Stored data entries:
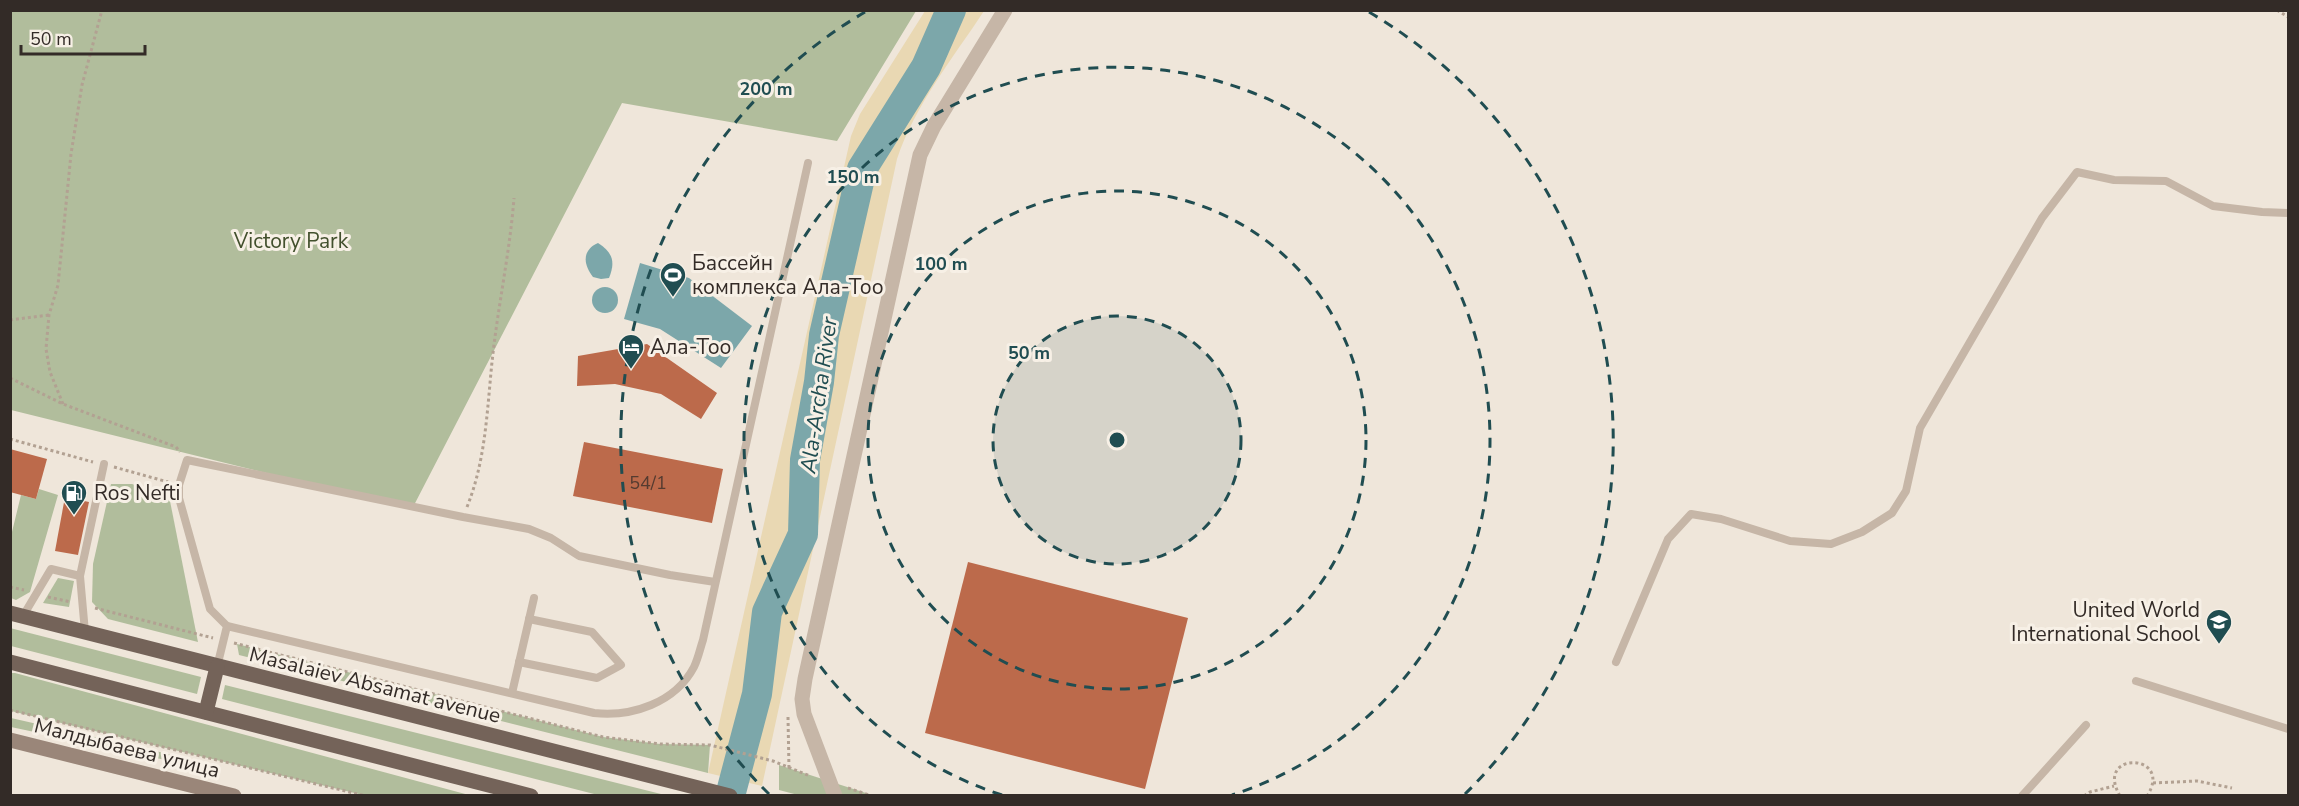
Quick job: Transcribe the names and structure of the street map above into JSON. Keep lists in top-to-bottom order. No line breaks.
{"streets":{"main road":["Masalaiev Absamat avenue"],"street":["Малдыбаева улица"]},"water":["Ala-Archa River"],"parks":["Victory Park"],"places":{"sports":["Бассейн комплекса Ала-Тоо"],"hotel":["Ала-Тоо"],"fuel station":["Ros Nefti"],"school or university":["United World International School"]},"house_numbers":["54/1"],"scale_bar":"50 m","rings":["200 m","150 m","100 m","50 m"]}
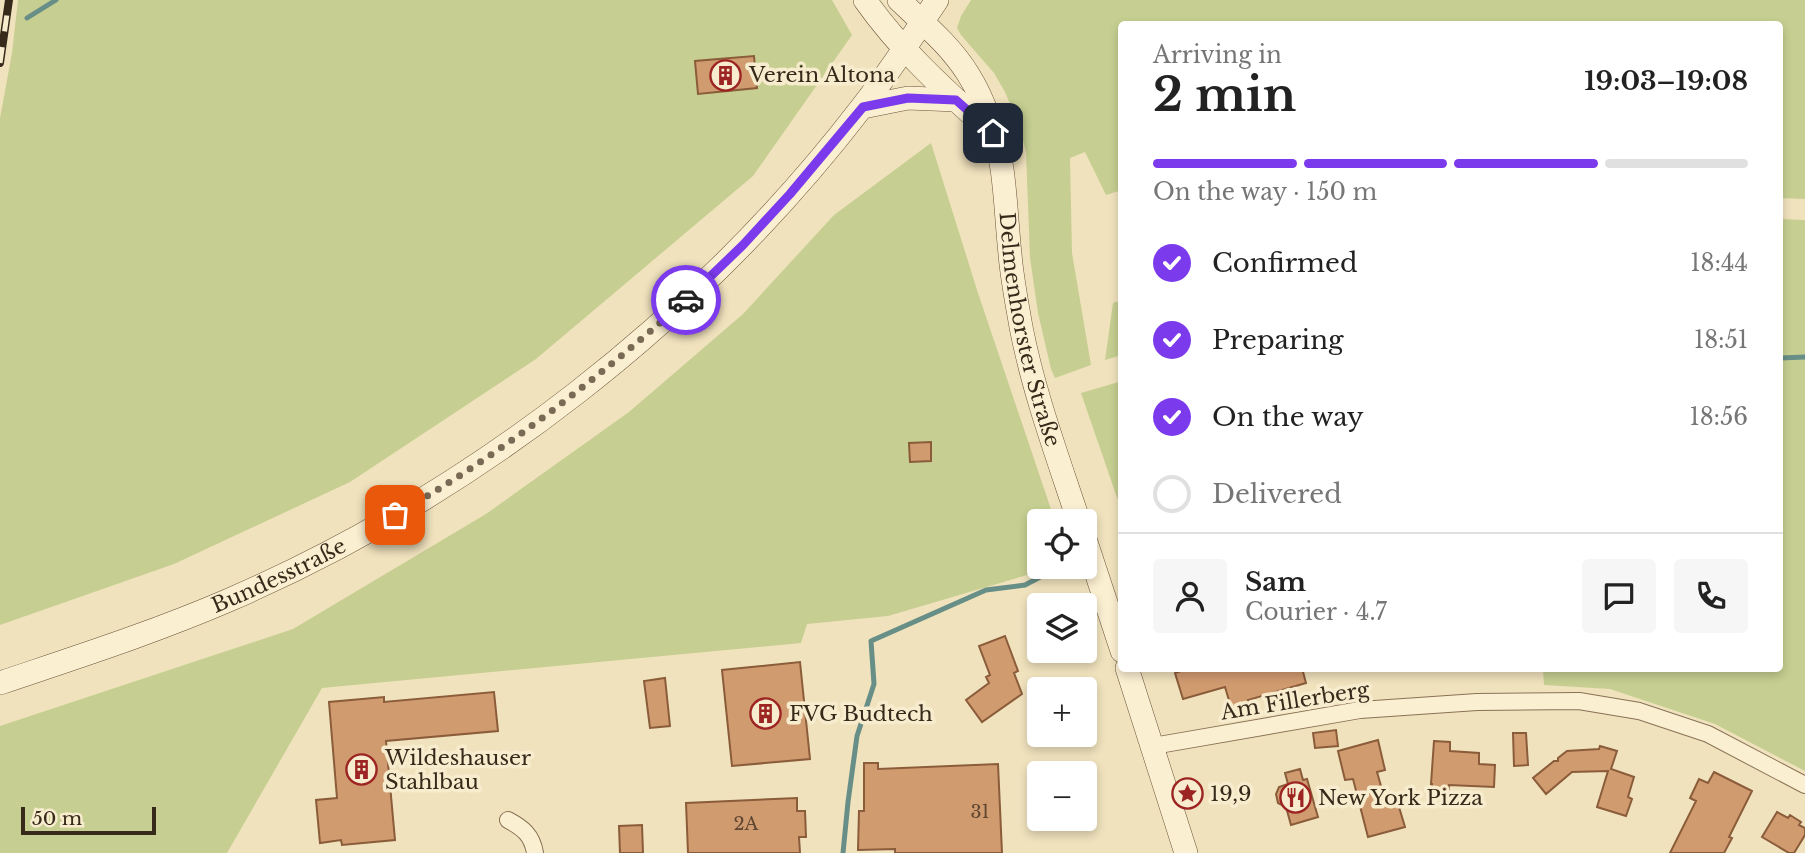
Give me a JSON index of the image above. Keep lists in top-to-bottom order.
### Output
{
  "streets": {
    "main road": ["Delmenhorster Straße", "Bundesstraße"],
    "street": ["Am Fillerberg"]
  },
  "crossings": [
    ["Delmenhorster Straße", "Bundesstraße"]
  ],
  "places": {
    "building": ["Verein Altona", "FVG Budtech", "Wildeshauser Stahlbau"],
    "place": ["19,9"],
    "restaurant": ["New York Pizza"]
  },
  "house_numbers": ["31", "2A"],
  "scale_bar": "50 m",
  "page": {
    "heading": ["2 min", "Arriving in", "19:03–19:08"],
    "panel": ["Sam", "Courier · 4.7"],
    "bar": "On the way · 150 m",
    "list": [
      ["Confirmed", "18:44"],
      ["Preparing", "18:51"],
      ["On the way", "18:56"],
      "Delivered"
    ],
    "map_buttons": ["+", "−"],
    "scale": "50 m"
  }
}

Work required: When you retype the data above, match every line exactly and leave the pictures behind.

Reply to the exercise:
Quick job: Transcribe the names and structure of the street map above into JSON. Keep lists in top-to-bottom order. No line breaks.
{"streets":{"main road":["Masalaiev Absamat avenue"],"street":["Малдыбаева улица"]},"water":["Ala-Archa River"],"parks":["Victory Park"],"places":{"sports":["Бассейн комплекса Ала-Тоо"],"hotel":["Ала-Тоо"],"fuel station":["Ros Nefti"],"school or university":["United World International School"]},"house_numbers":["54/1"],"scale_bar":"50 m","rings":["200 m","150 m","100 m","50 m"]}
Give me a JSON index of the image above. Keep lists in top-to-bottom order.
### Output
{
  "streets": {
    "main road": ["Delmenhorster Straße", "Bundesstraße"],
    "street": ["Am Fillerberg"]
  },
  "crossings": [
    ["Delmenhorster Straße", "Bundesstraße"]
  ],
  "places": {
    "building": ["Verein Altona", "FVG Budtech", "Wildeshauser Stahlbau"],
    "place": ["19,9"],
    "restaurant": ["New York Pizza"]
  },
  "house_numbers": ["31", "2A"],
  "scale_bar": "50 m",
  "page": {
    "heading": ["2 min", "Arriving in", "19:03–19:08"],
    "panel": ["Sam", "Courier · 4.7"],
    "bar": "On the way · 150 m",
    "list": [
      ["Confirmed", "18:44"],
      ["Preparing", "18:51"],
      ["On the way", "18:56"],
      "Delivered"
    ],
    "map_buttons": ["+", "−"],
    "scale": "50 m"
  }
}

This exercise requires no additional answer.